Segment Start: Supplied data

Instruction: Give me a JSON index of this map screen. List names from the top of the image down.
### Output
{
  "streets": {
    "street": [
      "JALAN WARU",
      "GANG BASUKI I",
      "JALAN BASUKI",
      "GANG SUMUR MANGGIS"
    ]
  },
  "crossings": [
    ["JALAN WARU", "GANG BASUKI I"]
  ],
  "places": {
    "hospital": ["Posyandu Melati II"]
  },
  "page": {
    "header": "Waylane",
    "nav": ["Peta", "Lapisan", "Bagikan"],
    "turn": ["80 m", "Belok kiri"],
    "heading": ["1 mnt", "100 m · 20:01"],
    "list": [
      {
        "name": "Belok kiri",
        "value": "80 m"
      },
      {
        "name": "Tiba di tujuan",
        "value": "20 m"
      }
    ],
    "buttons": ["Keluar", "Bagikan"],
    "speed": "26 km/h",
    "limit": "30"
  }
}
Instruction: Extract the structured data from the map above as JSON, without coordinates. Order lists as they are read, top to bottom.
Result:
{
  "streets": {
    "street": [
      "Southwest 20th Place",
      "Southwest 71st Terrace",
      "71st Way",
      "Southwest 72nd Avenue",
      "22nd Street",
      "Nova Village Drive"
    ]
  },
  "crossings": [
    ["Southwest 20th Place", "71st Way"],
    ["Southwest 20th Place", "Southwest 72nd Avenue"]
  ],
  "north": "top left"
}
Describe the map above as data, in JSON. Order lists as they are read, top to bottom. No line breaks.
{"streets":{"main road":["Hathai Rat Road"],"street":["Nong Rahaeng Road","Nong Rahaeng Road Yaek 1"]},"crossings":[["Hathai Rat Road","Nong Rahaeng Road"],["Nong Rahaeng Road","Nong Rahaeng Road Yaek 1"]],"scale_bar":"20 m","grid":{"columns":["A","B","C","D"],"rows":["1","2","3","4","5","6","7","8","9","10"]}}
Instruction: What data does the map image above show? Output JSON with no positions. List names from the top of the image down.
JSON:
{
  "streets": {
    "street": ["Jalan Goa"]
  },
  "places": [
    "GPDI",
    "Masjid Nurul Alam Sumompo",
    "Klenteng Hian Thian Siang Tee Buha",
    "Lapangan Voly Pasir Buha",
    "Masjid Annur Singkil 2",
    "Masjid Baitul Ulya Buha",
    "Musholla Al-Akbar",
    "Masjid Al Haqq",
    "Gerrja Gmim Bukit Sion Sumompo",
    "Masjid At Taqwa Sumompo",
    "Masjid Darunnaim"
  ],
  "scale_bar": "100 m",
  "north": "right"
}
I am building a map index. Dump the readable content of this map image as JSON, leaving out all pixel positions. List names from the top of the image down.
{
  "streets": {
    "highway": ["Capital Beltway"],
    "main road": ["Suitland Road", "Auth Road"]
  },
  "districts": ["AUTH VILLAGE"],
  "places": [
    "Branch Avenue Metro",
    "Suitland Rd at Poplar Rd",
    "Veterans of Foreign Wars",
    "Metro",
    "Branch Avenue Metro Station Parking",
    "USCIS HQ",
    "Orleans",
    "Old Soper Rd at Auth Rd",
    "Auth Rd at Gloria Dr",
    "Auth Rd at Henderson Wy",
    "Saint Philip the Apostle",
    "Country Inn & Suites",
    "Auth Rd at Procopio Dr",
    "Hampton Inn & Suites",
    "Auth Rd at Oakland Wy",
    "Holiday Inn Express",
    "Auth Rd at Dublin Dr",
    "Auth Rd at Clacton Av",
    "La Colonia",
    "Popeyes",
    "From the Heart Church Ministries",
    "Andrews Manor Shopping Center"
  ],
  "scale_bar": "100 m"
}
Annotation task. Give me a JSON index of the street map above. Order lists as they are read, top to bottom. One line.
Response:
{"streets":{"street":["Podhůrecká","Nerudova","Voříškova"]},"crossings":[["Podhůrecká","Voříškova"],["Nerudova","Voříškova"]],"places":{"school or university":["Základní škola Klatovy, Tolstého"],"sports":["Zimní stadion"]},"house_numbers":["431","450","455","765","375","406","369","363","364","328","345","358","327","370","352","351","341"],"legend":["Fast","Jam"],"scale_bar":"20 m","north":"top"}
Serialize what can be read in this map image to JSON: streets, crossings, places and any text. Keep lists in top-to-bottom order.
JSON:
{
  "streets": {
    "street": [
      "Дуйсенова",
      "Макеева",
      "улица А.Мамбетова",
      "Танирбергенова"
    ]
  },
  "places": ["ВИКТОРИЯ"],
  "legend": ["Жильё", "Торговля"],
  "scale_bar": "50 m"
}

Segment End: Supplied data

▶ _Required work_
Lines of the material that contain the word "Instruction" are to be gathered.

▶ _Result_
Instruction: Give me a JSON index of this map screen. List names from the top of the image down.
Instruction: Extract the structured data from the map above as JSON, without coordinates. Order lists as they are read, top to bottom.
Instruction: What data does the map image above show? Output JSON with no positions. List names from the top of the image down.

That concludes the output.